Inflammation is a defensive reaction, but an excessive inflammatory response does more damage than good. It appears that neutrophils, the most abundant white blood cells, are significantly responsible for harmful inflammation. However, suppressing their activity is not an option as it would also result in lower immunity. However, researchers at Scripps Research have now identified a molecule machine called WASH that plays an important role in regulating excessive neutrophil activity. Future drugs targeting WASH may help prevent harmful inflammation.
Inflammation is a defensive reaction that helps fight infections and promote tissue regeneration. However, excessive or uncontrolled inflammation causes more harm than good. Thus, excessive inflammation causes arthritis, sepsis, and other health issues. In addition, chronic low-grade and uncontrolled inflammation causes coronary artery disease.
Though there are many drugs to control inflammation, they have many drawbacks. Medications like NSAIDs fail to help in many cases. For example, they might not help sufficiently in arthritis and may fail completely in sepsis or even low-grade chronic inflammation.
Corticosteroids are more potent anti-inflammatory agents, but they suppress all kinds of inflammation and even immune activity. Thus, prolonged corticosteroid use causes more harm than good. Hence, there is a need to find medications that target bad inflammation selectively. It seems that researchers at Scripps Research have found a way of doing so. They have developed a better understanding of harmful inflammation. They even identified proteins that can lower harmful inflammation.
Chronic pain can greatly reduce one’s quality of life. Two types of chronic pain that are especially difficult to manage are complex regional pain syndrome treatment and sciatica. However, with advancements in modern medicine, effective treatments are now available for complex regional pain syndrome and sciatica pain.
In the study published in Nature Communications in September 2022, researchers from Scripps Research demonstrated that a multi-protein molecule machine, which they named WASH, can help suppress harmful pain by suppressing excessive neutrophil activity. Neutrophils are the most abundant white blood cells. Thus, they also play an important role in fighting infections and inflammation. Whey can engulf microbes and destroy them. To do this, they release various chemicals in the process through exocytosis. The researchers found that sometimes neutrophils release excessive amounts of chemicals during exocytosis, thus causing much harm.

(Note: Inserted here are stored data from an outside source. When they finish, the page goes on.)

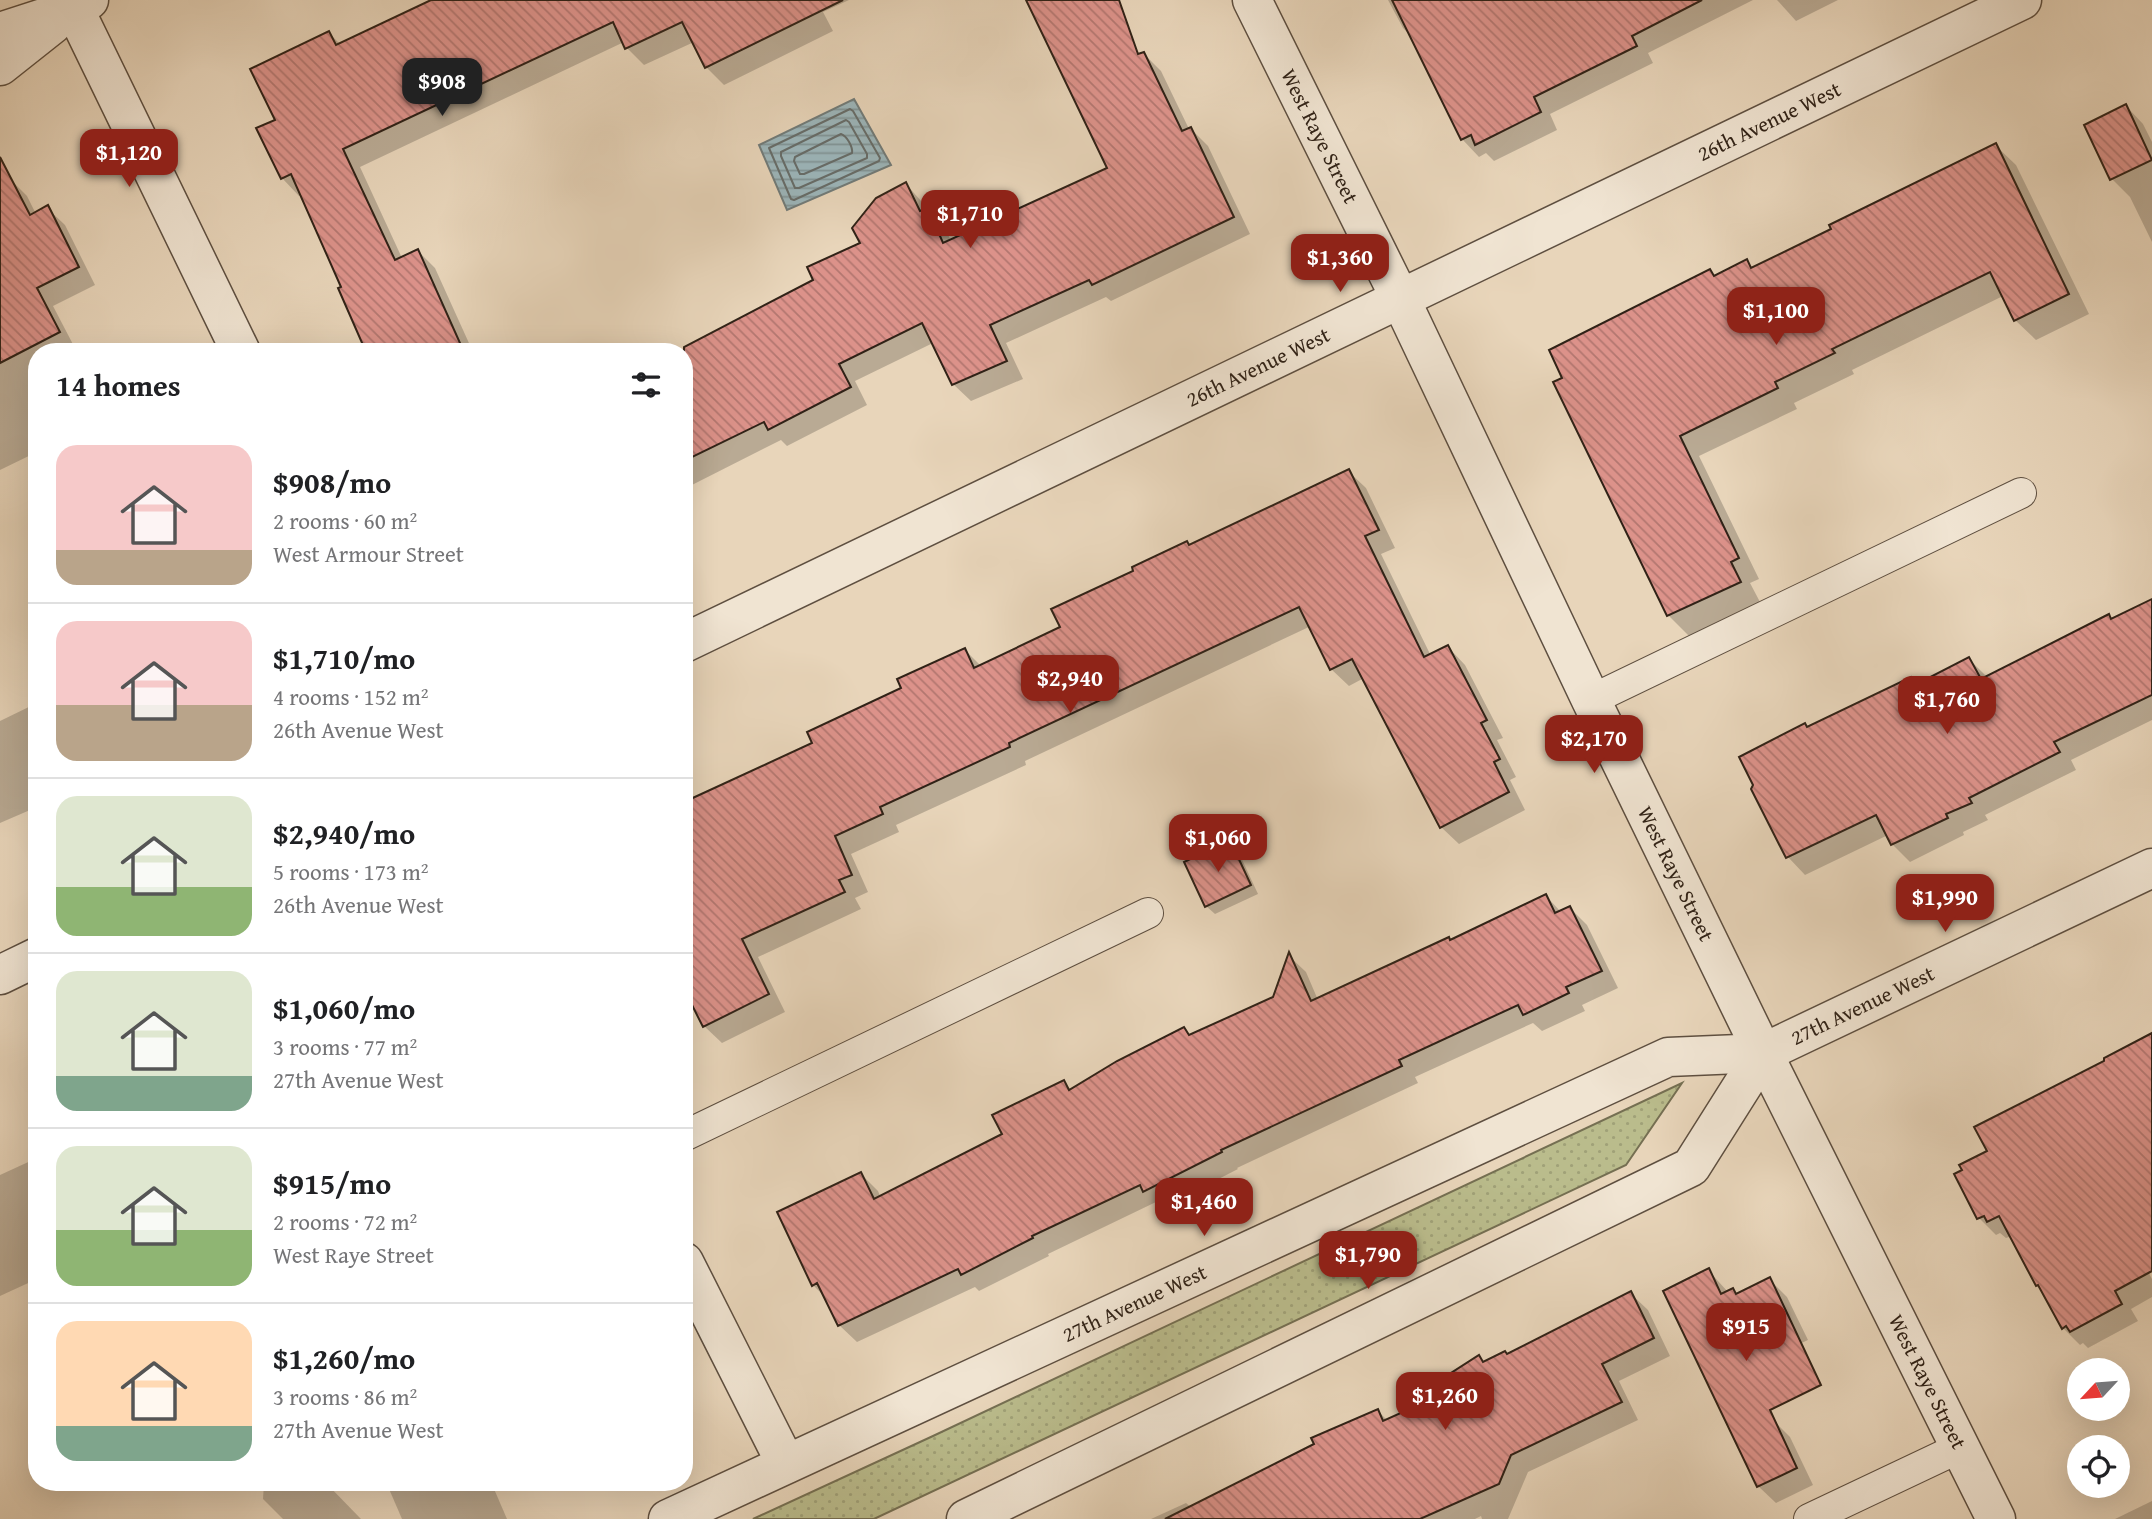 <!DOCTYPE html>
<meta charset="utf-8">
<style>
:root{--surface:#fff;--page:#f6f6f6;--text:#202124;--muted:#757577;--line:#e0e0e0;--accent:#8f2418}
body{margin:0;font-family:"Gentium Book Plus",serif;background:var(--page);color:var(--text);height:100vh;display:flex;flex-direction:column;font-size:26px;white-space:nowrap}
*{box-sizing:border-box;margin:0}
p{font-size:23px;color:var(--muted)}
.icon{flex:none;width:38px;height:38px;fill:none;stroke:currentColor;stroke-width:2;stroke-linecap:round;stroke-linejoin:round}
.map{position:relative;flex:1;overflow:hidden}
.panel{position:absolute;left:28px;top:343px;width:665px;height:1148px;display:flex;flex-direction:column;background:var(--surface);border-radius:28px;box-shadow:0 7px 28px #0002}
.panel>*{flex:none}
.needle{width:46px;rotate:244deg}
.buttons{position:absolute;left:2067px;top:1358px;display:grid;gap:14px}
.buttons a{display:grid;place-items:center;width:63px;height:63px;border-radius:50%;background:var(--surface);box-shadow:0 7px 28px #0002;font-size:35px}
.price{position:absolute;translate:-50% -60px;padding:0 16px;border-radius:14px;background:var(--accent);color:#fff;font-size:23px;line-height:46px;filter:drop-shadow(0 2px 4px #0008)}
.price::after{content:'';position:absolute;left:50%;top:42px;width:21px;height:16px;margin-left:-10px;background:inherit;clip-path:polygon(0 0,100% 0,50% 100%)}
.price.current{background:#222;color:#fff}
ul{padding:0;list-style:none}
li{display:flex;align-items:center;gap:21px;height:175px;padding:0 28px}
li+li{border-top:2px solid var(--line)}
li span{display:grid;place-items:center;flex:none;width:196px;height:140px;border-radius:21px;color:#555}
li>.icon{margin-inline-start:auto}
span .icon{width:84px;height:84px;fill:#fffc;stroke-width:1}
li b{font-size:30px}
h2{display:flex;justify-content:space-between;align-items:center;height:84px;padding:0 28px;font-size:30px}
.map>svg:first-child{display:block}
.grass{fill:url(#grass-dots);stroke:#756f52;stroke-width:2}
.water{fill:url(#water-rules);stroke:#717b79;stroke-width:2}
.shadow{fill:#0003}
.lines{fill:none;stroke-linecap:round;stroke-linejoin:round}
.shore{stroke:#666c69;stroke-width:2}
.building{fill:url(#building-back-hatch);stroke:#302217;stroke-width:2}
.lane-casing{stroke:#5e4f40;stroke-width:32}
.street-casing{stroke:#5e4f40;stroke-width:41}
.lane{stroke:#f0e4d2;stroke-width:30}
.street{stroke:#f0e4d2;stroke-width:38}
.labels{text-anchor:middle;stroke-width:5;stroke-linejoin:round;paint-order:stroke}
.street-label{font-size:21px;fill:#302217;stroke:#f0e4d2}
</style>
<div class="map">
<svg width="2152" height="1519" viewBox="0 0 2152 1519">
<defs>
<pattern id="grass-dots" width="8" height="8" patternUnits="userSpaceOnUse" patternTransform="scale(1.75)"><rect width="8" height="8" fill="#babc8c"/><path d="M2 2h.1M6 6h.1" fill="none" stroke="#a0a178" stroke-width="1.8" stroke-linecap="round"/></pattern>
<pattern id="water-rules" width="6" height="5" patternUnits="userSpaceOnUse" patternTransform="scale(1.75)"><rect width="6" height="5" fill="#9cb6bb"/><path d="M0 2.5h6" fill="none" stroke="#809497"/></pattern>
<pattern id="building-back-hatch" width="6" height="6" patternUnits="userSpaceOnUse" patternTransform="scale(1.75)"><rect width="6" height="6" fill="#dc928a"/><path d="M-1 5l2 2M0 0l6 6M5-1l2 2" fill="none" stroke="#b37770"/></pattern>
</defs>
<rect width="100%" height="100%" fill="#e8d5ba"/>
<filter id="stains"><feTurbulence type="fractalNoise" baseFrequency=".00286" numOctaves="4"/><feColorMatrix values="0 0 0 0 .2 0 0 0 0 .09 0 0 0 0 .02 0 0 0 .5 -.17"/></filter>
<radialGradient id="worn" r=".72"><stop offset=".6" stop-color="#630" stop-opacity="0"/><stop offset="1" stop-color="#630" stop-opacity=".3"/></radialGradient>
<polygon class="grass" points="1682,1083 1626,1165 874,1519 753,1519 933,1436"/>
<polygon class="water" points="854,99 891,165 787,210 759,145"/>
<g class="shadow">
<polygon points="435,0 849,0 823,12 833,31 724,85 706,67 694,42 644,65 627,48 624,42 360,167 402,258 418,251 435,268 473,352 368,352 343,287 302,194 299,196 282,178 277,120 329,33 340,44"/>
<polygon points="1388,0 1753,0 1648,53 1653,63 1550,114 1557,130 1494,161 1486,153 1479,157 1462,139 1413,38 1403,28"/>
<polygon points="1777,0 1838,0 1796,21"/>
<polygon points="1135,49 1141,55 1144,54 1161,71 1189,129 1191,129 1208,146 1250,234 1111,301 1106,297 1006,343 1023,379 971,401 953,384 933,343 855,381 867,405 787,446 781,440 686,488 692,500 684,504 684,364 815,281 862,244 906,184 945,228 951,241 1109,169"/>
<polygon points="2126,106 2143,124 2152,142 2152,242 2130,197 2112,179"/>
<polygon points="1995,145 2016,165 2089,314 2036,340 2015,320 2003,296 1852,370 1854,374 1794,403 1797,409 1699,456 1759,579 1750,583 1760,602 1689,636 1668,615 1555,383 1710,271 1715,277 1746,262 1753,269 1834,229"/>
<polygon points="10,179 27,196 36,214 47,208 65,225 95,285 53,306 77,352 37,352 37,452 0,470 0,183"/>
<polygon points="1348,471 1366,488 1395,548 1381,554 1431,656 1448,647 1465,665 1503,738 1497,740 1516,777 1510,780 1525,810 1459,844 1441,827 1364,678 1349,686 1331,669 1311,626 1025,761 1026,765 896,825 899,832 851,854 868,892 855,898 861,909 758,957 785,1012 722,1043 704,1026 684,985 684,795 690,801 814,744 965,650 981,666 1062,628 1190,547"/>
<polygon points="2152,601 2152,720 2071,760 2076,770 1985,815 1988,820 1963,832 1964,835 1910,862 1892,844 1888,835 1805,875 1788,857 1753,789 1805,725 1809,728 1911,679 1918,686 1969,659 1987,677"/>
<polygon points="37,703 37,807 0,823 0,721"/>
<polygon points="1230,842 1238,851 1258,894 1215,914 1206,906"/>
<polygon points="1546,896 1561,912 1570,908 1587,925 1618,988 1582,1005 1585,1011 1542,1031 1533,1023 1415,1077 1418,1083 1237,1168 1238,1169 1162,1208 1156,1202 1048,1254 1049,1256 979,1291 975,1287 857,1342 839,1325 825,1297 813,1285 861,1174 878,1191 881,1198 1004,1135 1063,1082 1071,1090 1183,1029 1191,1036 1274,998 1289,956 1306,972 1318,1000 1451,942"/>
<polygon points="2152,1035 2152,1224 2129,1236 2152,1279 2152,1297 2131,1309 2138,1321 2088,1348 2083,1343 2080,1345 2063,1328 2044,1292 2037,1285 2012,1236 2006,1238 2000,1233 1996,1235 1979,1218 1989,1152 2106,1062"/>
<polygon points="37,1158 37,1279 0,1296 0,1175"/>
<polygon points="1708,1270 1728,1292 1733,1290 1737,1295 1769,1279 1787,1297 1808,1340 1718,1382"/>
<polygon points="1630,1293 1648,1310 1670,1356 1619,1381 1638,1420 1528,1472 1508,1519 1482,1519 1481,1516 1475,1519 1151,1519 1186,1503 1192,1508 1316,1445 1378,1411 1388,1421 1442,1396 1479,1357 1485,1363 1507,1356"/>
<polygon points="1773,1420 1790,1437 1813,1485 1776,1503 1758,1486"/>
<polygon points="264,1482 325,1482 361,1519 283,1519 263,1499"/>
<polygon points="386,1482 491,1482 507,1519 402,1519"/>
<polygon points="2152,1501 2152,1519 2115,1519"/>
</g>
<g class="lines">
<g class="shore">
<polygon points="850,109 853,111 880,158 879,161 794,200 791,199 769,148"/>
<polygon points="846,120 849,122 867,154 867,158 799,188 795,188 781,156 781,152"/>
<path d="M841 134C847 136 853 147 852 153L804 174H800L794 161 795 157Z"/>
</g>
</g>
<g class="building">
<polygon points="431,0 843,0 705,68 682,22 625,49 613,22 343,149 395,260 418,249 464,352 366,352 338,288 341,287 291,174 281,179 256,128 275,120 250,69 329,31 336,45"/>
<polygon points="1026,0 1119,0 1138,54 1144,52 1182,131 1191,127 1234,217 1092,285 1089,280 990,325 1007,361 952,385 922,323 839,364 851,387 768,430 764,422 684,461 684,347 813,280 807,267 860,243 852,228 876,198 906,182 920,211 928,208 943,243 1107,168"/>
<polygon points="1392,0 1702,0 1632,36 1637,46 1534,97 1541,112 1475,145 1471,135 1461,140"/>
<polygon points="2126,104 2152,160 2110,180 2084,125"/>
<polygon points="1996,143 2069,294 2014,321 1990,272 1832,349 1835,353 1775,382 1778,388 1680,436 1739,558 1731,562 1741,582 1667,616 1553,382 1562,378 1549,350 1710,269 1714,276 1747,259 1751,268 1831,229 1829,225"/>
<polygon points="0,157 30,215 48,205 79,267 37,288 60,332 0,363"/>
<polygon points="1349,469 1379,530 1365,536 1424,657 1448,645 1487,720 1481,723 1500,759 1494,762 1509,792 1440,828 1352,659 1330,670 1299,607 1009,743 1010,747 880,807 883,814 835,836 852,875 839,880 845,892 742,939 769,994 703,1027 684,989 684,802 812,743 807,732 901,688 897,679 965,648 974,668 1060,627 1051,609 1133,571 1132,567 1187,541 1189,545"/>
<polygon points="2152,599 2152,695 2054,742 2060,752 1969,798 1972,803 1946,814 1948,818 1891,845 1876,815 1786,858 1751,789 1753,785 1739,757 1805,723 1807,727 1911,677 1915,685 1969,657 1981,679 2109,614 2111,619"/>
<polygon points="1230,840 1251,885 1205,907 1184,862"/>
<polygon points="1546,894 1555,913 1570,906 1602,971 1566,987 1569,993 1523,1015 1518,1005 1399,1060 1402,1066 1221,1150 1222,1152 1143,1192 1140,1185 1032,1236 1033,1238 961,1275 958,1269 838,1326 817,1283 812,1286 777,1212 861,1172 874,1199 1002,1134 992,1115 1064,1080 1069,1090 1117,1061 1184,1027 1189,1035 1273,997 1289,952 1311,1001 1449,937 1450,940"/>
<polygon points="2152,1033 2152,1271 2115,1291 2122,1304 2070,1332 2066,1326 2062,1329 2038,1285 2036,1286 1999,1216 1987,1222 1984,1216 1977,1219 1954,1174 1962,1170 1959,1165 1987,1151 1974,1127 2104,1061 2104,1058"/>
<polygon points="1709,1268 1721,1294 1733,1288 1736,1294 1770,1277 1821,1385 1770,1410 1797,1468 1757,1487 1663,1291"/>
<polygon points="1631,1291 1654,1338 1602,1364 1622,1402 1511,1455 1499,1484 1420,1519 1165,1519 1314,1444 1311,1438 1378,1409 1383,1421 1441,1395 1451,1373 1479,1355 1483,1362 1505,1351 1507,1354"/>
</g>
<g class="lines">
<g class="lane-casing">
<g id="lane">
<polyline points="1591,700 2021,493"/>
<polyline points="684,1136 1148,913"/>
<polyline points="1809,1519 1959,1448"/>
</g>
</g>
<g class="street-casing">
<g id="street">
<polyline points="70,0 241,352"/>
<path id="s1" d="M1252 0 1400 298 1591 700 1763 1053 1996 1519"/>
<polyline points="0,32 74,8 89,0"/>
<polyline points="0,66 53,24"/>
<path id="s2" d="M684 643 2022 0"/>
<polyline points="0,975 37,957"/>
<polyline points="684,1262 786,1464"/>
<path id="s3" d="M668 1519 1668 1057 1763 1053 2152 868"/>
<polyline points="966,1519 1691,1167 1763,1053"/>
</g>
</g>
<use href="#lane" class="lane"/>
<use href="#street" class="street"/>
</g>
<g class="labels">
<g class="street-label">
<text dy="7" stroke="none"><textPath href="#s2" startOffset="1204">26th Avenue West</textPath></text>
<text dy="7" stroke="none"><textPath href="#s1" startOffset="152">West Raye Street</textPath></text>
<text dy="7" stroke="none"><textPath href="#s2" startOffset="637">26th Avenue West</textPath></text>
<text dy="7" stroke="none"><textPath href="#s1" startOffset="971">West Raye Street</textPath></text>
<text dy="7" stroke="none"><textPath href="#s3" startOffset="1307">27th Avenue West</textPath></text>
<text dy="7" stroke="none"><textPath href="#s3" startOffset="514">27th Avenue West</textPath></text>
<text dy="7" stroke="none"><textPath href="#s1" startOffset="1538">West Raye Street</textPath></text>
</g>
</g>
<rect width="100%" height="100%" filter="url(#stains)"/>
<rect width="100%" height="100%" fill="url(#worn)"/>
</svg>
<div class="buttons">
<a><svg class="needle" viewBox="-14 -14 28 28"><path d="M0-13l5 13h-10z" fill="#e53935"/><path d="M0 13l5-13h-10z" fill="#757577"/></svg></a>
<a><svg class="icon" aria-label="locate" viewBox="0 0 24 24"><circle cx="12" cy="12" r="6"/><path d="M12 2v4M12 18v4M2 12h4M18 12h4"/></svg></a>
</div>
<b class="price current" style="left:442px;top:118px">$908</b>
<b class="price" style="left:129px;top:189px">$1,120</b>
<b class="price" style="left:970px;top:250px">$1,710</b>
<b class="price" style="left:1340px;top:294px">$1,360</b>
<b class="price" style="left:1776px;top:347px">$1,100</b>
<b class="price" style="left:1070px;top:715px">$2,940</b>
<b class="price" style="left:1947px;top:736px">$1,760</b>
<b class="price" style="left:1594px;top:775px">$2,170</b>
<b class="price" style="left:1218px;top:874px">$1,060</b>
<b class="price" style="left:1945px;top:934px">$1,990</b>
<b class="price" style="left:1204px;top:1238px">$1,460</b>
<b class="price" style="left:1368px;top:1291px">$1,790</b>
<b class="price" style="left:1746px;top:1363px">$915</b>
<b class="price" style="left:1445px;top:1432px">$1,260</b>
<section class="panel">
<h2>14 homes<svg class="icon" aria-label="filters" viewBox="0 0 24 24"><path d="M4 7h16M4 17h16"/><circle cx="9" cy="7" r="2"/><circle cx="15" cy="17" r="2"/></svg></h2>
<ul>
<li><span style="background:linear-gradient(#f6c9c9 75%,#b9a48a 0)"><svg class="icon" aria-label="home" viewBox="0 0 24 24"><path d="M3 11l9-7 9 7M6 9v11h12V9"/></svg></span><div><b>$908/mo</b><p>2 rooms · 60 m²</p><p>West Armour Street</p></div></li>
<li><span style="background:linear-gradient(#f6c9c9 60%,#b9a48a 0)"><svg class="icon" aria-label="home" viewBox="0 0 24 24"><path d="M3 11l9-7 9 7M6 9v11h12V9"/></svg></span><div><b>$1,710/mo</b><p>4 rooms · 152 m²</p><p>26th Avenue West</p></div></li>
<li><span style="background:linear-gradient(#dfe7d0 65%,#8fb573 0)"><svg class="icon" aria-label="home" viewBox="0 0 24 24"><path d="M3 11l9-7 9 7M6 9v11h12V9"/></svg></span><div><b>$2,940/mo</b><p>5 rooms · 173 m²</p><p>26th Avenue West</p></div></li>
<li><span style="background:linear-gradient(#dfe7d0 75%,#7fa58c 0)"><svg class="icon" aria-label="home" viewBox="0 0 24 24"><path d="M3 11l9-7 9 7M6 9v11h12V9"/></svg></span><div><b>$1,060/mo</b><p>3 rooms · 77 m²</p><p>27th Avenue West</p></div></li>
<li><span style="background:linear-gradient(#dfe7d0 60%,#8fb573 0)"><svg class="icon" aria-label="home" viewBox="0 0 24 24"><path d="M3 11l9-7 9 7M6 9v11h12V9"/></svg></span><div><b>$915/mo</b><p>2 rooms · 72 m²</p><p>West Raye Street</p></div></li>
<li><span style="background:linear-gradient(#ffd9b3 75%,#7fa58c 0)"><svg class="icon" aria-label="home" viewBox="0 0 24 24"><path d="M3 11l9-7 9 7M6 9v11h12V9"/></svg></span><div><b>$1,260/mo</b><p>3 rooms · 86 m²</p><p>27th Avenue West</p></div></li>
</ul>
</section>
</div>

This excessive inflammatory response by neutrophils causes severe organ damage in conditions like systemic infections. Such kind of faulty immune response is responsible for heart attacks and stroke, as it leads to atherosclerosis. However, suppressing neutrophil activity is not the way of countering bad inflammation, as this would also suppress immunity. Therefore, researchers tried to identify the exact mechanism underlying this excessive inflammatory response.
In the new study, researchers at Scripps found that when neutrophil encounters infection or inflammation, they initially respond by releasing “gelatinase granules.” This initial response is mild and quite good for fighting infections or promoting tissue regeneration. However, after this initial response, they initiate a second, more severe response, especially if the initial response fails to overcome infections. This second response involves the release of “azurophilic granules.” It appears that this second response is responsible for much tissue damage.
However, the body has its mechanism of suppressing azurophilic granule response with the help of the molecular machine WASH. It also means that excessive or harmful inflammation occurs due to low activity levels of WASH, which results in neutrophil dysfunction. Hence, the focus of inflammatory therapy must be WASH and not neutrophils. These findings open doors for finding safer and more effective anti-inflammatory drugs that would be good for both acute and chronic inflammation. Medications targeting WASH would not only help in arthritis; such therapy may even help reduce the risk of health issues caused by chronic inflammation, like a coronary vascular disease.
At present, researchers have not identified any drug that could regulate the activity of WASH. Nonetheless, it is a matter of time. Thus, in the near future, we may see the introduction of safer, more effective, and completely new kinds of anti-inflammatory drugs.